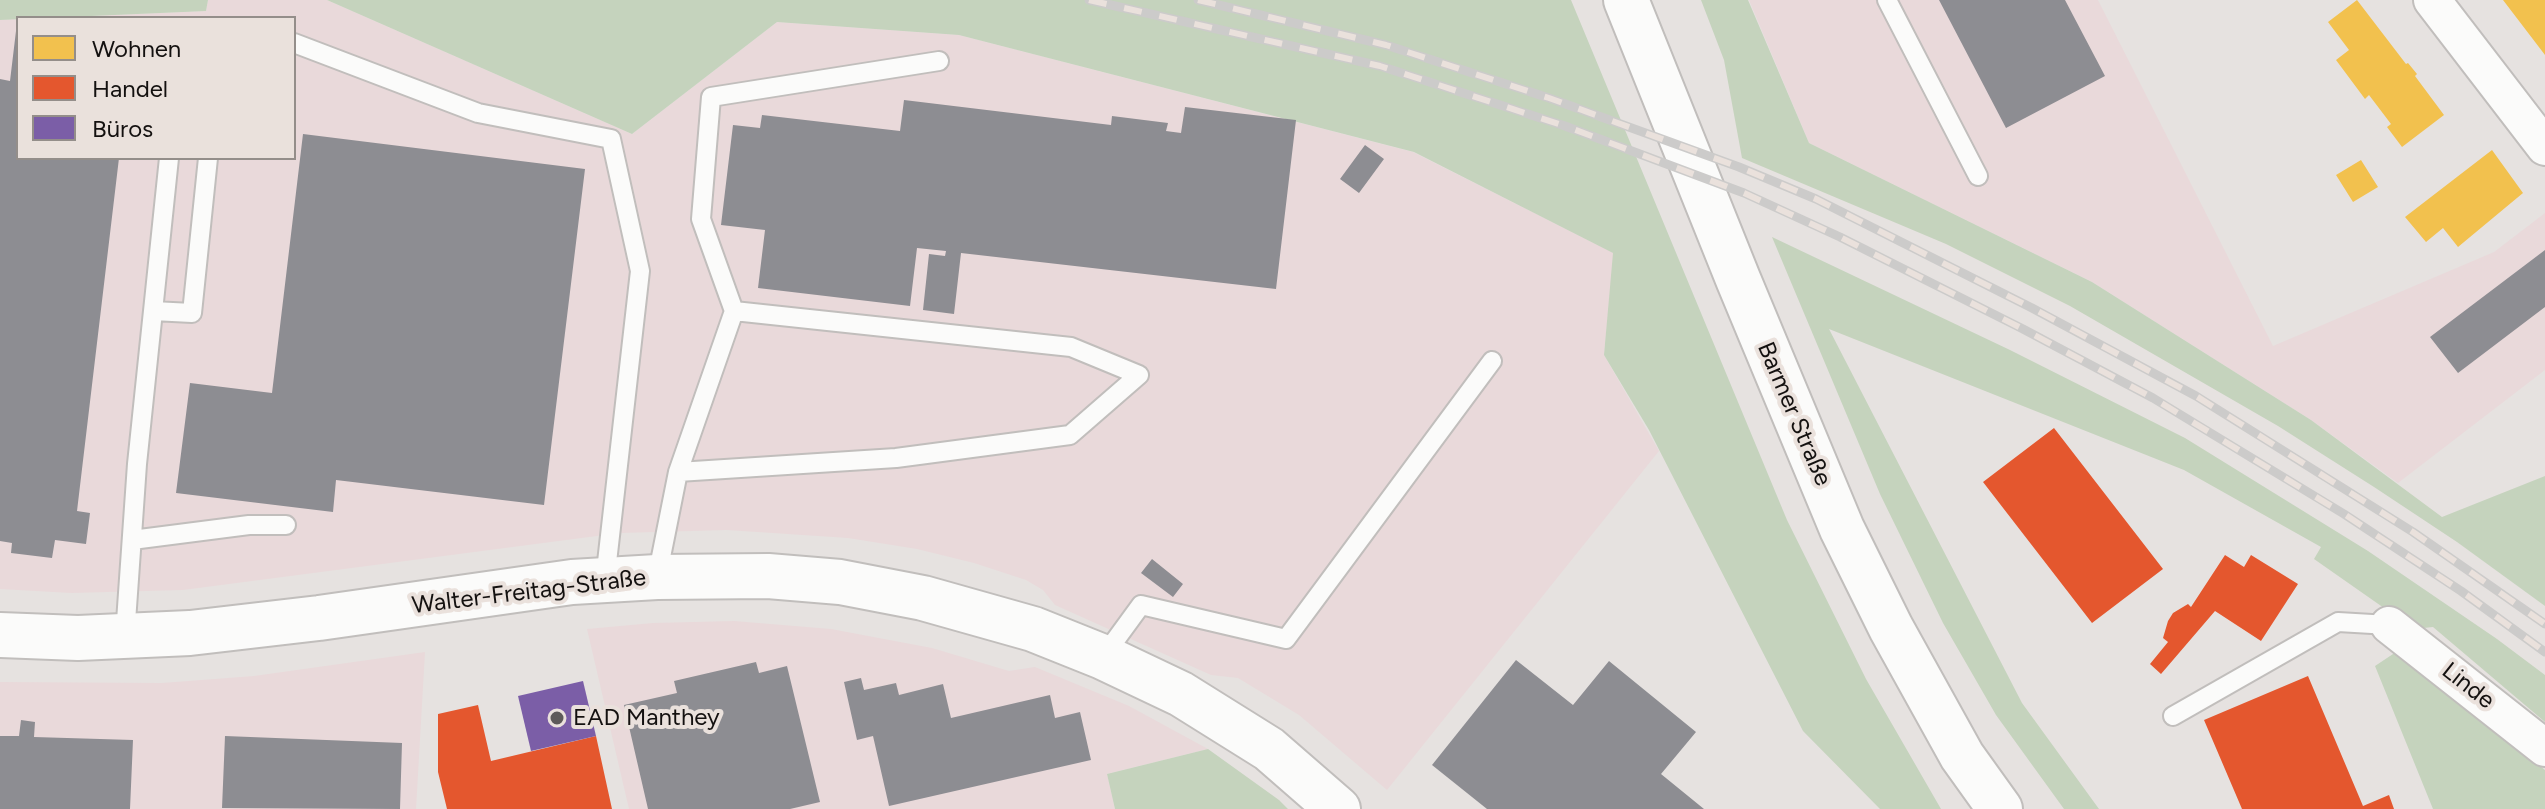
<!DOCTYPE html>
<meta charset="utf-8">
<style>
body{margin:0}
#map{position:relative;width:2545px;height:809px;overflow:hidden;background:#e6e2e0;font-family:Figtree,sans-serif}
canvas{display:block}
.legend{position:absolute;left:16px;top:16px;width:280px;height:144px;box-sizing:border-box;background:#eae1dc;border:2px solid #948e8a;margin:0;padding:10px 14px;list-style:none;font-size:24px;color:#141110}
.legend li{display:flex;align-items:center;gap:16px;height:40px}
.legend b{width:40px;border:2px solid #948e8a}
</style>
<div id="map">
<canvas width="2545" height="809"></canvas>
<ul class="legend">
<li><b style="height:22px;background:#f2c14e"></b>Wohnen</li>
<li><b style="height:22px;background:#e4572e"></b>Handel</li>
<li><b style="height:22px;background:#7b5ea7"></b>Büros</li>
</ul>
</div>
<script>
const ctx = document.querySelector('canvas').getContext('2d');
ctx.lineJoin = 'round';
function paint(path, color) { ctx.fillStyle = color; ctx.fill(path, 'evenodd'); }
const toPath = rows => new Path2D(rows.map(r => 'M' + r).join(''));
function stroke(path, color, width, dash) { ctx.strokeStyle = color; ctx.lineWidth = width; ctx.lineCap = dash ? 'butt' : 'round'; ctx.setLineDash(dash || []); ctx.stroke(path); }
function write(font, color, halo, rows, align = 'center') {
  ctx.font = font + ' Figtree,sans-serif'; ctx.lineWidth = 8; ctx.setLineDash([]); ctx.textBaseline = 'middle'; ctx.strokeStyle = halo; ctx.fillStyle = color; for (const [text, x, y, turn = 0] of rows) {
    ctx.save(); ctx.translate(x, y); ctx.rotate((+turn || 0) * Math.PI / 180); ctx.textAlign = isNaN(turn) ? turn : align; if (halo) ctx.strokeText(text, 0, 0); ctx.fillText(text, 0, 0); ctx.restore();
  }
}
const industrial = toPath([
 [208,0,327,0,632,134,777,22,959,35,1413,152,1614,253,1604,355,1659,451,1387,790,1299,715,1238,678,1211,675,1055,605,1043,590,1026,580,974,563,917,549,848,538,727,530,620,533,183,590,71,593,0,589,0,20,18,19,18,158,294,158,294,18,43,18,206,11],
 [1749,0,2098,0,2273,346,2494,252,2545,213,2545,370,2398,483,2311,420,2092,282,1809,143],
 [734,621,831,629,932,648,1009,671,1035,667,1129,706,1208,749,1107,774,1115,809,629,809,587,629,653,623],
 [425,652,416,809,0,809,0,682,162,683,254,676]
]);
const green = toPath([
 [0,0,208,0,206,11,0,20],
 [327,0,1571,0,1787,520,1866,679,1941,809,1880,809,1803,731,1649,430,1604,355,1613,253,1414,152,959,35,777,22,632,134],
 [1701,0,1748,0,1809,143,2092,282,2311,420,2442,517,2545,476,2545,606,2457,542,2374,487,2278,426,2070,306,1946,244,1742,158,1724,60],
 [1772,237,2010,350,2185,438,2368,551,2497,639,2545,675,2545,722,2433,627,2414,629,2314,559,2321,547,2184,470,1829,329,2022,703,2099,809,2064,809,1996,715,1943,623,1880,494],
 [2396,652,2545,770,2545,809,2433,809,2375,666],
 [1208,749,1279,800,1288,809,1115,809,1107,774]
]);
const homes = toPath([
 [2357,0,2406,64,2408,63,2417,74,2415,76,2444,115,2402,147,2387,127,2391,124,2369,95,2365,99,2336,60,2349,50,2328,22],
 [2503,0,2545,0,2545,55],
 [2492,150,2523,193,2458,247,2443,228,2426,242,2405,217],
 [2361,160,2378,187,2353,202,2336,175]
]);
const shops = toPath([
 [2054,428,2163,569,2092,623,1983,482],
 [2225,555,2244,567,2251,555,2298,584,2261,641,2215,611,2161,674,2150,664,2168,642,2163,638,2168,621,2173,613,2188,604,2191,607],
 [2308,676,2363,806,2389,795,2394,809,2242,809,2204,720],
 [478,705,491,761,596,736,612,809,447,809,438,772,438,714]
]);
const offices = toPath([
 [583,681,596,736,531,751,518,696]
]);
const industry = toPath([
 [1939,0,2065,0,2105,76,2006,128],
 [16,31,18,31,18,158,119,158,77,511,90,513,86,544,55,540,52,558,11,553,12,543,0,541,0,79,10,81],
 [904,100,1111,125,1112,116,1168,123,1166,131,1181,133,1185,107,1296,120,1276,289,961,253,954,314,923,310,929,254,945,256,946,251,917,248,910,306,758,288,765,230,721,225,733,125,760,128,762,115,900,131],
 [303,134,585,169,544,505,336,480,333,512,176,493,190,383,272,393],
 [1365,145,1384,159,1359,193,1340,179],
 [2545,250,2545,307,2458,373,2430,337],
 [1152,559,1183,584,1173,597,1141,573],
 [1516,660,1573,705,1609,661,1696,732,1661,774,1704,809,1487,809,1432,765],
 [756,662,759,673,787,666,820,802,790,809,648,809,624,705,677,693,674,681],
 [861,678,864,690,896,683,899,695,943,684,951,718,1050,695,1055,718,1080,712,1091,760,889,806,873,736,857,740,844,682],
 [21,720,35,722,34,737,133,740,130,809,0,809,0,736,19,736],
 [225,736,402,743,400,809,222,808]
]);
const service = toPath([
 [1887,0,1978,176],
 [294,43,478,113,611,139,640,271,605,580],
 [153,311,192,313,208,158],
 [734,311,701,219,711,97,939,61],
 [132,540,249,525,286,525],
 [657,577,678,472,734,311,1071,347,1139,375,1070,435,896,458,678,472],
 [125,636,137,464,169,158],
 [1103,657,1141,605,1286,639,1492,361],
 [2173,716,2338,622,2389,625]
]);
const minor = toPath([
 [2432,0,2545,147],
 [2389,625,2545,748]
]);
const tertiary = toPath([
 [0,635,78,638,190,633,319,618,572,582,657,577,768,576,840,582,923,598,1033,629,1103,657,1181,694,1269,749,1338,809]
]);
const primary = toPath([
 [1626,0,1738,279,1842,529,1891,628,1962,756,2000,809]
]);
const rail = toPath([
 [1089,0,1380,66,1565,126,1744,193,1840,237,2023,329,2153,398,2344,514,2461,591,2545,652],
 [1198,0,1386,45,1549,98,1739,167,1816,199,2032,308,2196,396,2413,532,2545,624]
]);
const markers = [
 [557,718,8,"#5e5a59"]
];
const streetNames = [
 ["Barmer Straße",1794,414,67],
 ["Walter-Freitag-Straße",529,592,-7],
 ["Linde",2468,686,38]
];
const poiNames = [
 ["EAD Manthey",573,718]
];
paint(industrial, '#e9d9da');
paint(green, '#c5d3bd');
paint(homes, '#f2c14e');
paint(shops, '#e4572e');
paint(offices, '#7b5ea7');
paint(industry, '#8d8d92');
stroke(service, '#c1bebc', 22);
stroke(minor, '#c1bebc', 40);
stroke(tertiary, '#c1bebc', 48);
stroke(primary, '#c1bebc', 48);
stroke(service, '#fbfbfa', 18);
stroke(minor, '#fbfbfa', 36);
stroke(tertiary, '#fbfbfa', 44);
stroke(primary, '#fbfbfa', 44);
stroke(rail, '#cccbca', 9);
stroke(rail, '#eae1dc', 6, [18]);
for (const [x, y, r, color] of markers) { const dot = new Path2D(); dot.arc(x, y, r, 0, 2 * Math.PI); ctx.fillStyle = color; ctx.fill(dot); stroke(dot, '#eae1dc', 3); }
write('24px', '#141110', '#eae1dc', streetNames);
write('24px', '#141110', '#eae1dc', poiNames, 'left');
</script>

• **What you have to do**: For this exercise, return every line from the data that holds the string "setLineDash".

• **Task answer**:
function stroke(path, color, width, dash) { ctx.strokeStyle = color; ctx.lineWidth = width; ctx.lineCap = dash ? 'butt' : 'round'; ctx.setLineDash(dash || []); ctx.stroke(path); }
  ctx.font = font + ' Figtree,sans-serif'; ctx.lineWidth = 8; ctx.setLineDash([]); ctx.textBaseline = 'middle'; ctx.strokeStyle = halo; ctx.fillStyle = color; for (const [text, x, y, turn = 0] of rows) {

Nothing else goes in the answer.